All things are possible for God
I grew up with this Bible story of the Rich Young Man's entreaty for eternal
life. Sadly, the Young Man cannot part with his possessions. Jesus then
uses this as a teaching moment, not to excoriate the rich, per se, but to show
how powerful we cling to that which impedes us from entering the Kingdom.
There is a popular
story that attempts to deflate the hyperbole of a camel struggling to go
through the eye of a needle. Without any historical evidence, some claim that
there was a lesser gate in the wall surrounding Jerusalem that was opened at
night, and to be able to move a camel through it, the camel had to crouch and
kneel; it becomes inconvenient, but far from impossible. The rich feel better.
Both
the Jerome Biblical Commentary (Catholic commentary) and
the Interpreter's Bible (Protestant) dismiss this "urban
legend". What is telling isn't that this myth of the "eye of a
needle" has had so much traction. This parable, however, isn't a story
about the rich, but a story about the nature of faith.
The power of hyperbole is essential for this parable. It is
more comfortable to believe that God rewards Christians who "do their
duty", who obey the ordinances of the institution; however, Jesus is
asking us to live this impossibility of dispossession---to get
rid of anything that stands in the way of living the gospel.
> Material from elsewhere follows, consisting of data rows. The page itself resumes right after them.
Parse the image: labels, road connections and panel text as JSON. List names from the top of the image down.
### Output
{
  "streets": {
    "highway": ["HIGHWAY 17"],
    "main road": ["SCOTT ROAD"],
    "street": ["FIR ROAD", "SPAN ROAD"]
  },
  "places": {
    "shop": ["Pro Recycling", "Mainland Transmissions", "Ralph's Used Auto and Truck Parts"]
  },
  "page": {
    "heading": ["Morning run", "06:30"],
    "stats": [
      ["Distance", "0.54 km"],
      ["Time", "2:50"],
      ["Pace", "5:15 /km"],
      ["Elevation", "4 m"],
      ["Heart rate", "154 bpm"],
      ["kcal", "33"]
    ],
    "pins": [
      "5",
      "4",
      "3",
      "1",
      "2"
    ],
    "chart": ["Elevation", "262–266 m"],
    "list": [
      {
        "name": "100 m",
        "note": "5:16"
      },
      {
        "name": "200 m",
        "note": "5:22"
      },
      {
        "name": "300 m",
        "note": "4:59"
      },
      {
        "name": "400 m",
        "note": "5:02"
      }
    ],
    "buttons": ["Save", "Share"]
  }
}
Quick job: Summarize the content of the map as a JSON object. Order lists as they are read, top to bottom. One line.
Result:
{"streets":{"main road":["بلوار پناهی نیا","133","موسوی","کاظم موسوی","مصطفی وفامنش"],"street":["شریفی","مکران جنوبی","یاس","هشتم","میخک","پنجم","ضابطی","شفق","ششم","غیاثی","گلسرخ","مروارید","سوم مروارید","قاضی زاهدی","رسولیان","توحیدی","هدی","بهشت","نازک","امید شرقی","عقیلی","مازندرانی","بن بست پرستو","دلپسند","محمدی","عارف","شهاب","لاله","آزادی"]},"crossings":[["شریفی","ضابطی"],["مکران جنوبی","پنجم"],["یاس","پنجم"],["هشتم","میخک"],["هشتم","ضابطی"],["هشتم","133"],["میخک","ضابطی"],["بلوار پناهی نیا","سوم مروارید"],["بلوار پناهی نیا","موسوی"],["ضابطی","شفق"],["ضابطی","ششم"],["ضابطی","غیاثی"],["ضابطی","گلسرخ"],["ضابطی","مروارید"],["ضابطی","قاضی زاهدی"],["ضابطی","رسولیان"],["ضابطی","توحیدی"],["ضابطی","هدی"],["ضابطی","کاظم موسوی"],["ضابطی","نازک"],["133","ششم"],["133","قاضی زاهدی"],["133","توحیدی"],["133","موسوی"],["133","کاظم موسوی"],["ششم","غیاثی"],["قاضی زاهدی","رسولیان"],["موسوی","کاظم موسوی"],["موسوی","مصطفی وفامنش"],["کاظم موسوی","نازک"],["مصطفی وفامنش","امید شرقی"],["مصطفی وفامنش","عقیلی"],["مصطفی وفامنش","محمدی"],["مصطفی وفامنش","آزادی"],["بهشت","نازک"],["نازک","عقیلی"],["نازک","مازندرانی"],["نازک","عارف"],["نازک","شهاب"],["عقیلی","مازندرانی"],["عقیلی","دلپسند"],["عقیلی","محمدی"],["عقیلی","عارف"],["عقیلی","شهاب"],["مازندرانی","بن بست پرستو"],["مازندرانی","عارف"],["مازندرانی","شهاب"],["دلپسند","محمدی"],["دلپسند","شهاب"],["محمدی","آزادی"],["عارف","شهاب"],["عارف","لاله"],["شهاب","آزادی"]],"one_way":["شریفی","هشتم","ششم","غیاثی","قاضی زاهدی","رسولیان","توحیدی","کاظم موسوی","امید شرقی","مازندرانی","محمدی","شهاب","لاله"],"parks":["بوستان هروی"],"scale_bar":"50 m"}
Sometimes this can be rather a spectacular grace, but often,
it is "whispering grace", grace that comes through a "chance
encounter" with a stranger, or a growing sense of being loved by others
who have experienced God's grace. We then enter the Kingdom. We breach
the impossibly narrow gates we've constructed to keep God's riches out.
Later in this gospel passage, Jesus declares to his
disciples: "Children, how hard it is to enter the kingdom of
God". The nature of the Kingdom isn't an earthly institution we can control
or enter through our wits to gain an advantage. The Kingdom is
ubiquitous. It is all around us. The Kingdom is revealed when we
open our eyes to the grace of our poverty in Christ. There is no greater
act of downsizing than committing oneself to following the way of
Christ rather than the commands of the Church.
The wealth we need to jettison is the wealth of the false
faith that is too often the false security of the institutional Church rather
than the will of God. When the institution doesn't reveal the Good News,
we must live the Good News, not by fighting the church, but by modeling to the
church what the Good News looks like. We must live for the sake of Christ
and the gospel, not the institutional grace of following rules and spending
time trying to enter the Kingdom with what we mistakenly believe is essential.